Thirteenth Sunday of Pentecost (Proper 17) – Year B (RCL)
Deuteronomy 4:1-2,6-9; Psalm 15; James 1:17-27; Mark 7:1-8, 14-15, 21-23
Sunday, August 30, 2009 –
Trinity, Redlands


I find it interesting how some things stick with us, despite seeming to be insignificant or inconsequential at the time we learned them. Yet, despite the seemingly insignificant nature, they continue to come back, periodically popping into mind – proving they are not so insignificant after all. One of those things for me is the Greek word adiaphora, which literally translates as “things that do not make a difference.” I first heard this word during my second year of seminary. The infamous Windsor Report, the Anglican Communion’s rather harsh response to The Episcopal Church’s consenting to the election of an openly gay and partnered priest to the episcopacy, as well as to the Diocese of New Westminster (Canada) approving rites for the blessing of same-sex unions. As soon as it was released, our theology professor required that we read the Windsor Report in preparation for a class discussion on its theological implications for The Episcopal Church and the entire Anglican Communion.

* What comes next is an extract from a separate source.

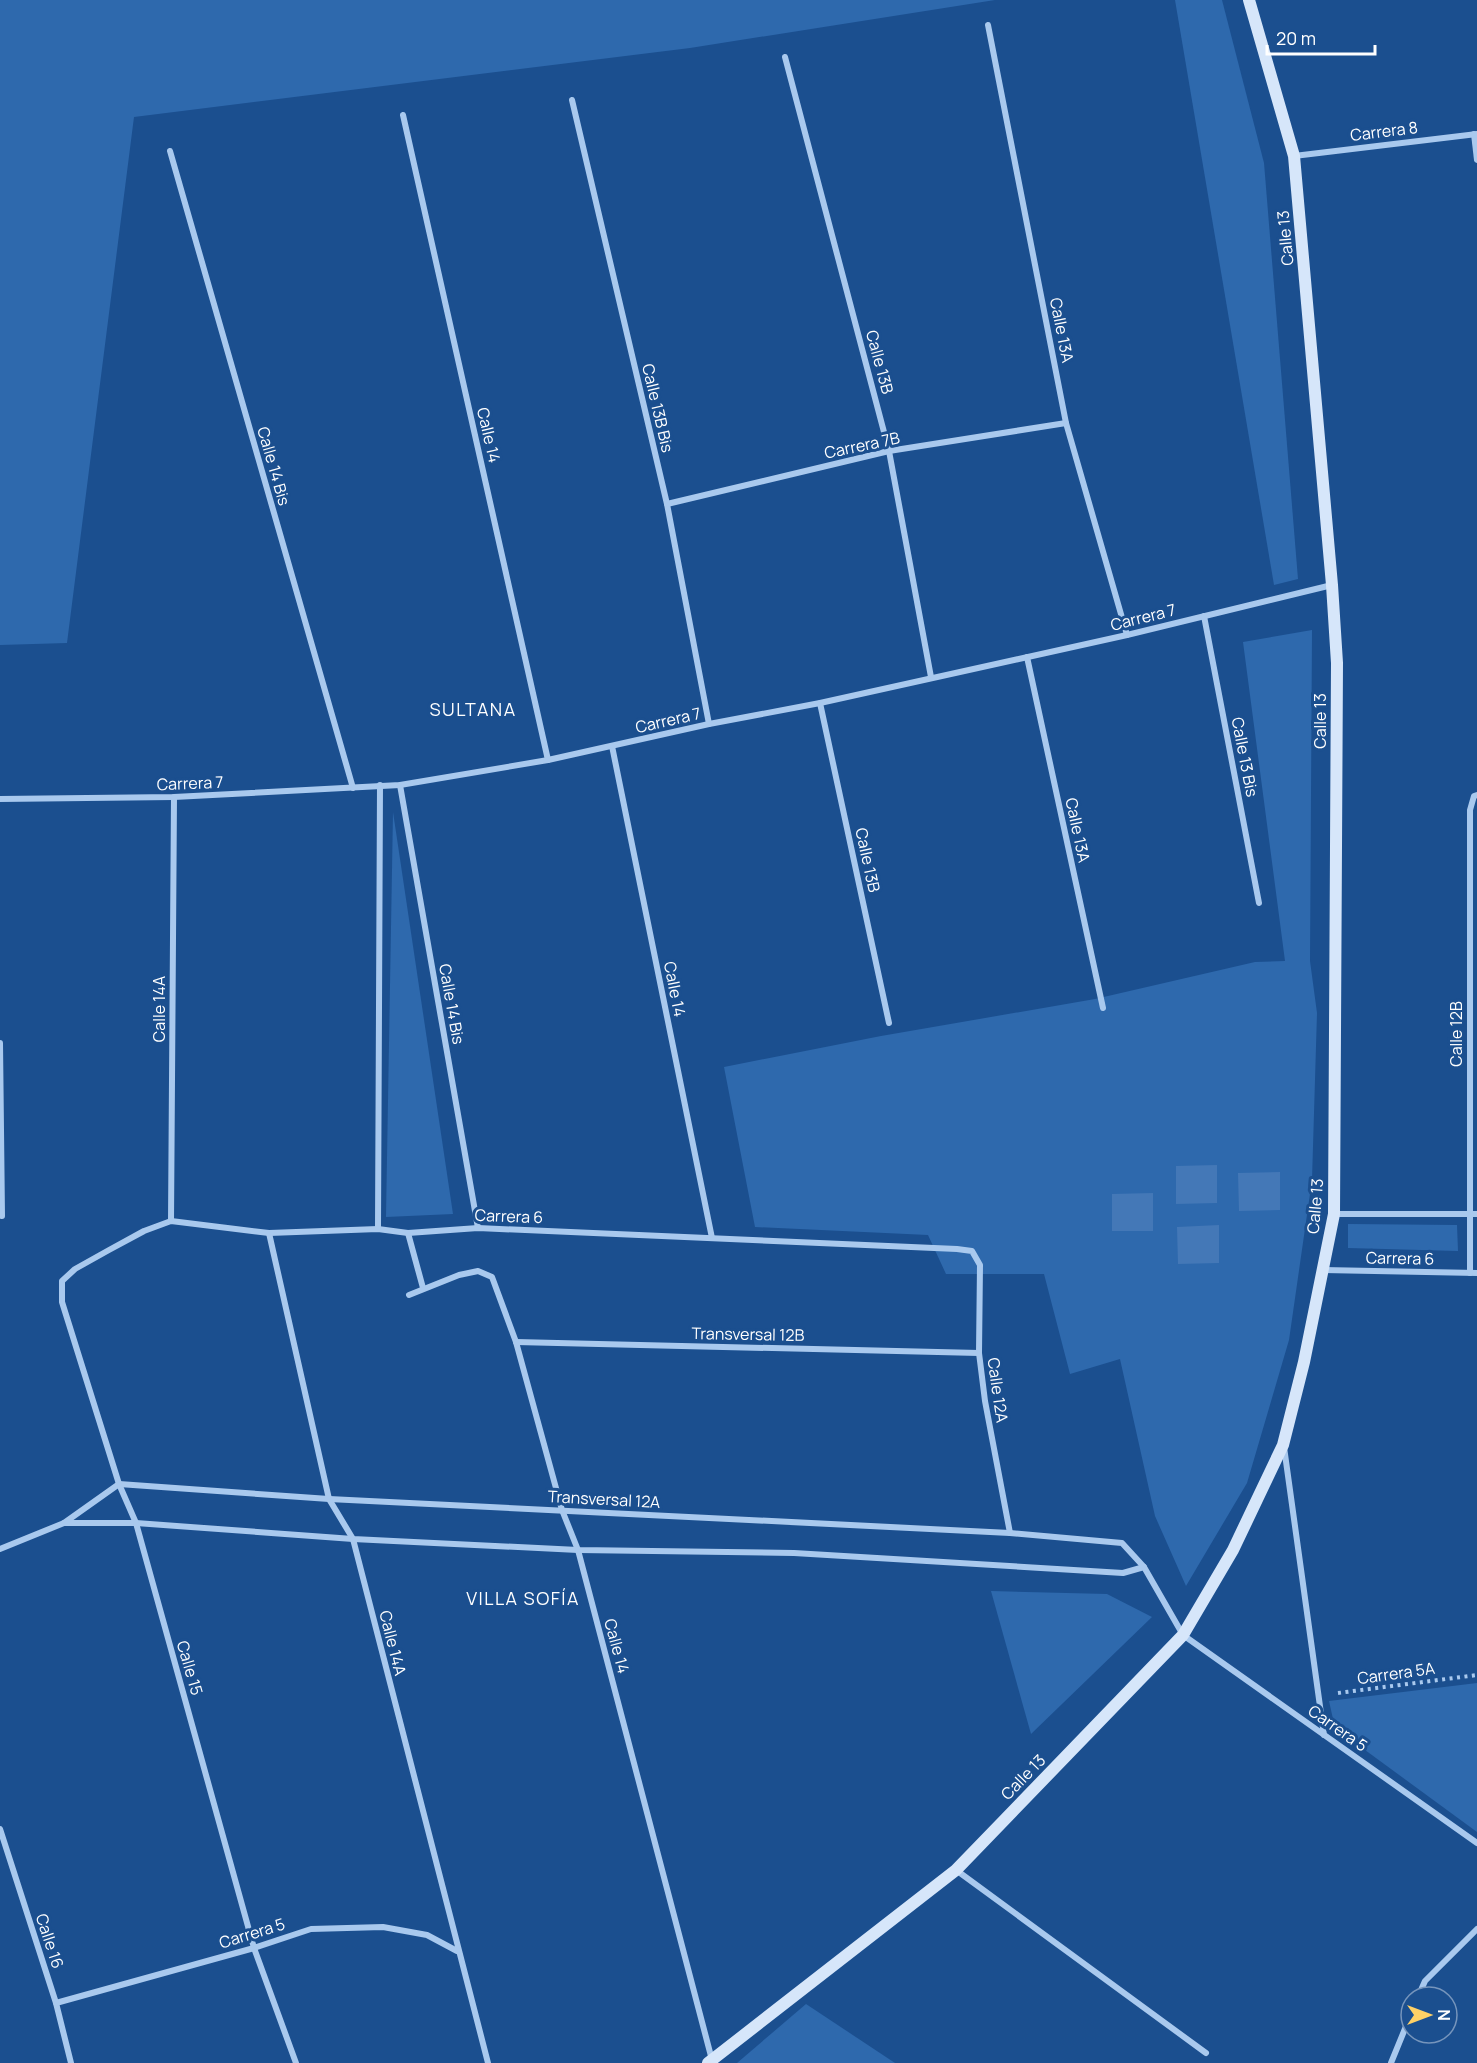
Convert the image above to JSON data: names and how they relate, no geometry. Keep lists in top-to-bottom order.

My first encounter with the term adiaphora came a mere 11 pages into the reading assignment. But I would become much more familiar with the concept, as this term popped up periodically throughout the document. In fact, the Windsor Report eventually devotes nearly three full pages of single-spaced, 10 point text to discussing the finer points of adiaphora as related to the disagreements on sexuality that were and continue to plague the Church. Those finer points are gone from my memory, and besides, they are not germane to my point. Or, if you will forgive me, those points are adiaphora to my point. What is important is the broader concept. In Christianity, adiaphora refers to matters not regarded as essential to faith. This does not mean such matters are not permissible, they are just not essential. They are not absolutely necessary to who we are as Christians.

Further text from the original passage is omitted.